EXERCISE DATA

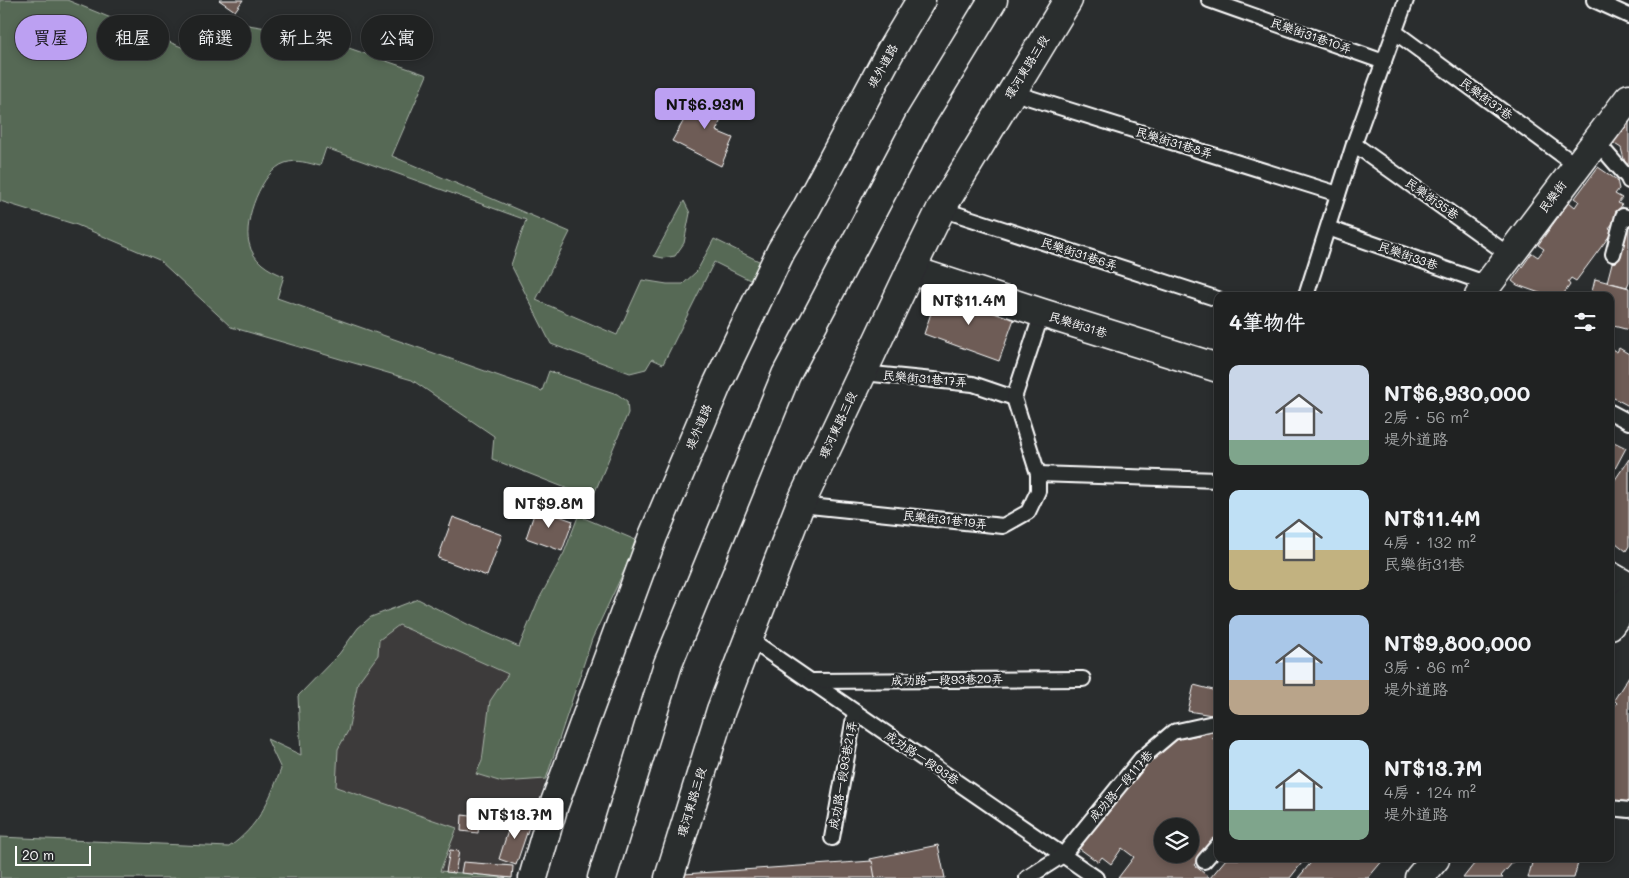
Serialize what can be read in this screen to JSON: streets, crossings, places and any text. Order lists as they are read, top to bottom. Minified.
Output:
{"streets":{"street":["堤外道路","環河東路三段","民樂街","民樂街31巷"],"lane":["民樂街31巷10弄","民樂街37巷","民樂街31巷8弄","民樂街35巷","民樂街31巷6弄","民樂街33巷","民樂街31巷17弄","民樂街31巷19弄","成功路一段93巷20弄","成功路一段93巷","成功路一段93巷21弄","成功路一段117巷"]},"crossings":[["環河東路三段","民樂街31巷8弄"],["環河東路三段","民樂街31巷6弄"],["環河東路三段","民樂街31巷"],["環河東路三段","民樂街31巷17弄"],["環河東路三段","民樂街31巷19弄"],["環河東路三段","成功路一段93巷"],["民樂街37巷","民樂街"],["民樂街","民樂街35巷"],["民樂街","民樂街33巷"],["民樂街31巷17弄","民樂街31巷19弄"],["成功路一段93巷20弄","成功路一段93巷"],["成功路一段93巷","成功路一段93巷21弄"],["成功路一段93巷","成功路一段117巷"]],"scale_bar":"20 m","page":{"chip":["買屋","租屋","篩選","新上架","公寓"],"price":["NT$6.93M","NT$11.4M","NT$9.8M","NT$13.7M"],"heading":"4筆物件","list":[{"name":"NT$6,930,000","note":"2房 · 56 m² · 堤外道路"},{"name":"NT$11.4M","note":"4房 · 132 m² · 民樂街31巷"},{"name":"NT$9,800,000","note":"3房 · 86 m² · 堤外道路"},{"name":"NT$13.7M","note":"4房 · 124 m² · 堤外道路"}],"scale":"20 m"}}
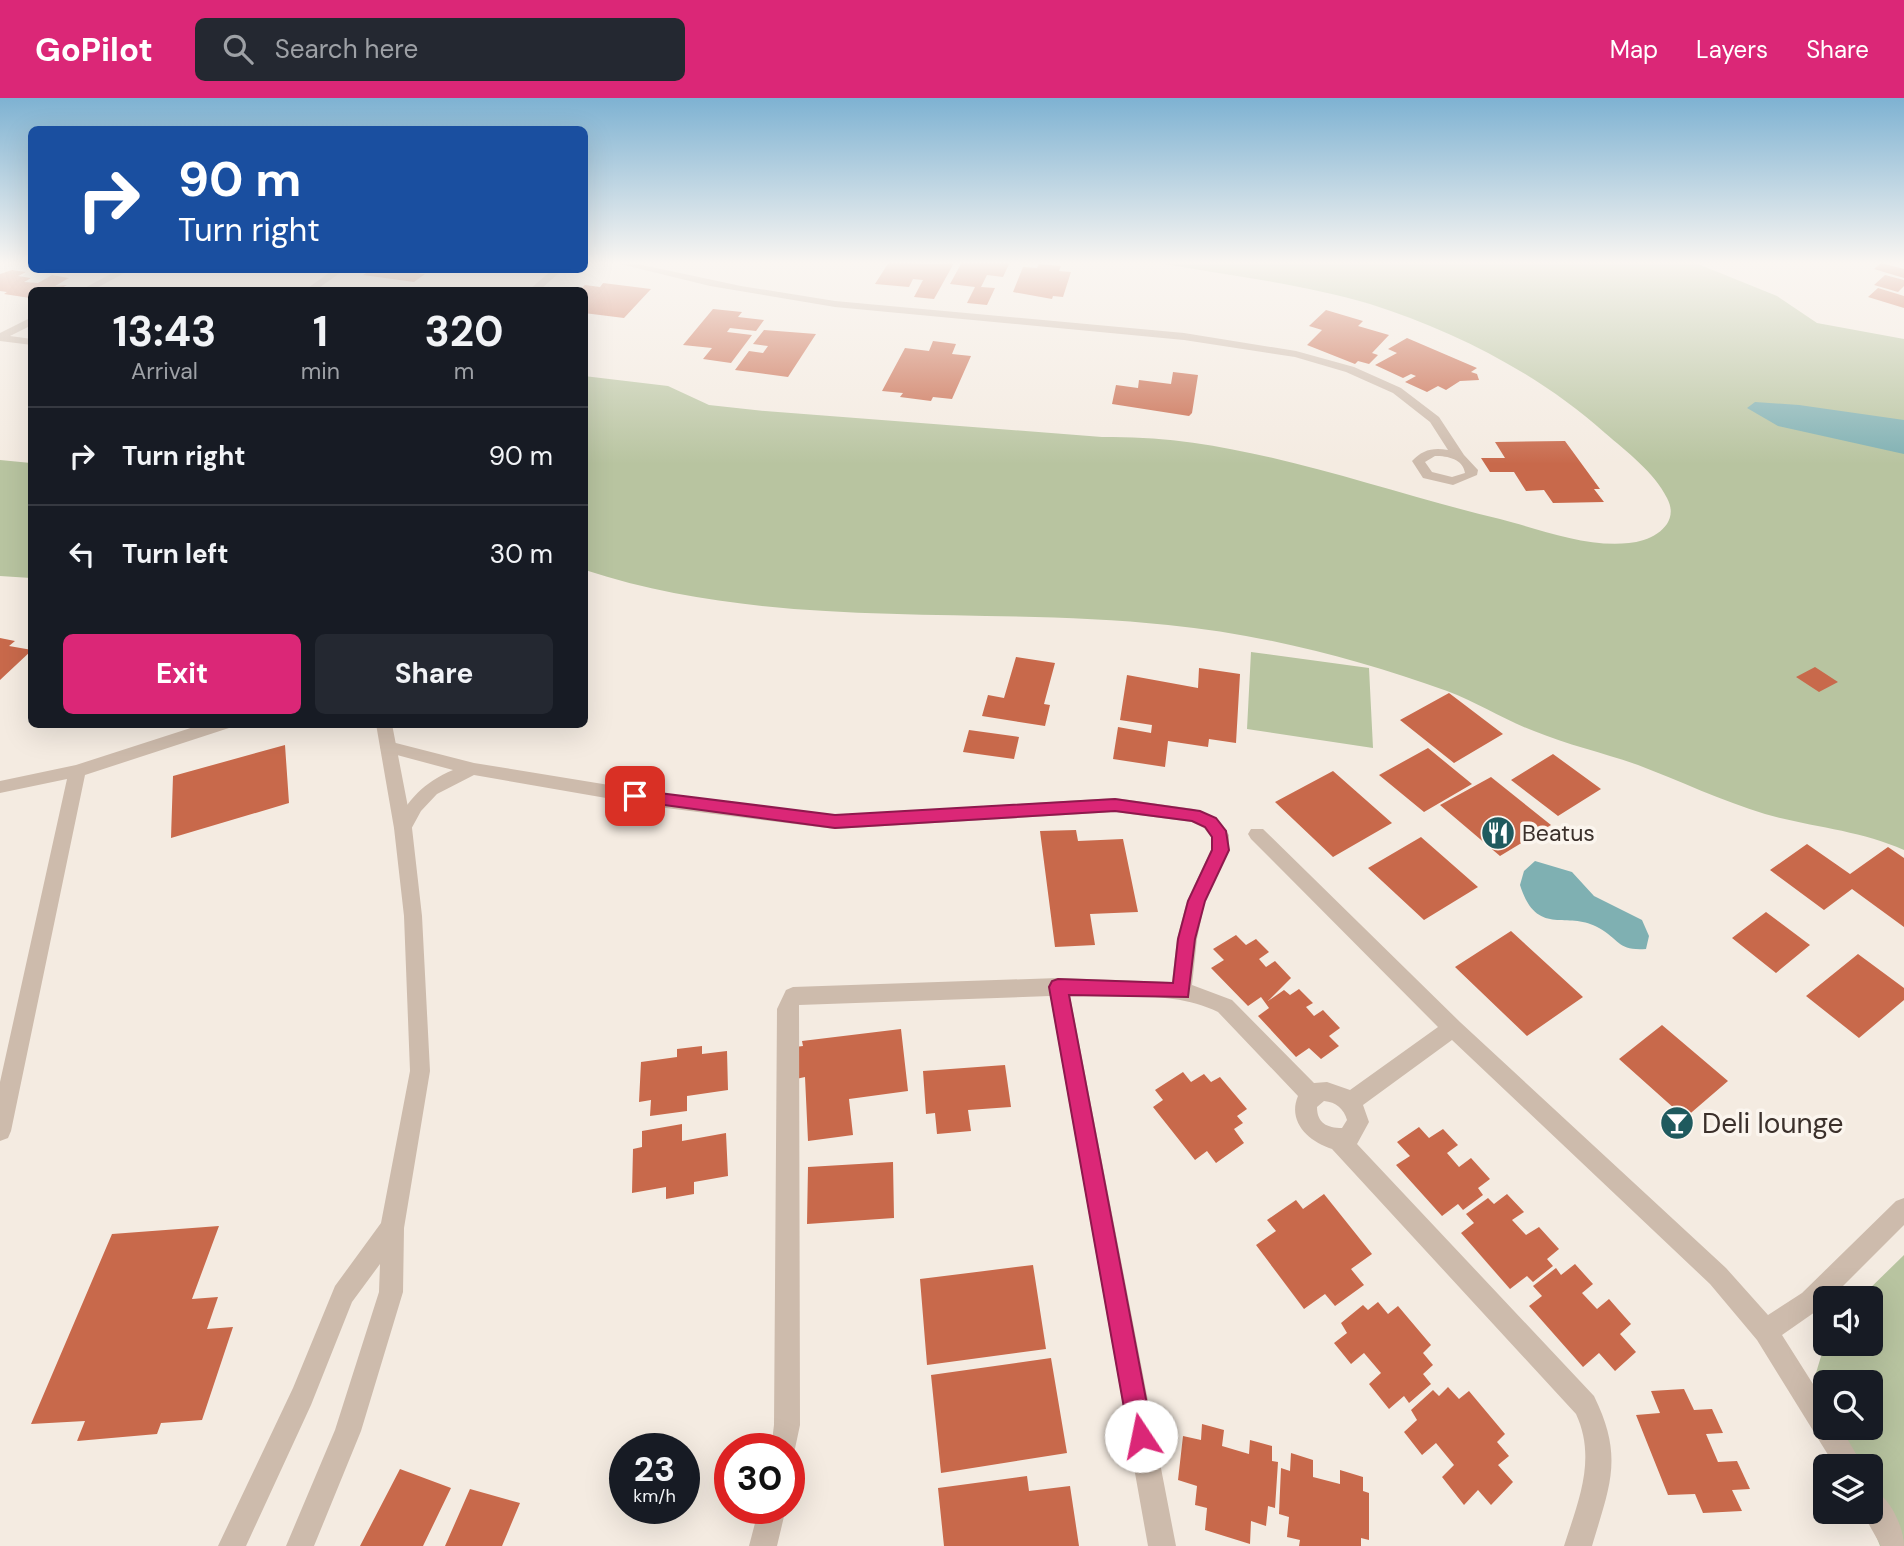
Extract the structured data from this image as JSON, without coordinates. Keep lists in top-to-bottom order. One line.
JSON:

WORK REQUIRED
All lines that contain the word "bottom" should be copied from the listing.

ANSWER TO THE PROBLEM
Serialize what can be read in this screen to JSON: streets, crossings, places and any text. Order lists as they are read, top to bottom. Minified.
Extract the structured data from this image as JSON, without coordinates. Keep lists in top-to-bottom order. One line.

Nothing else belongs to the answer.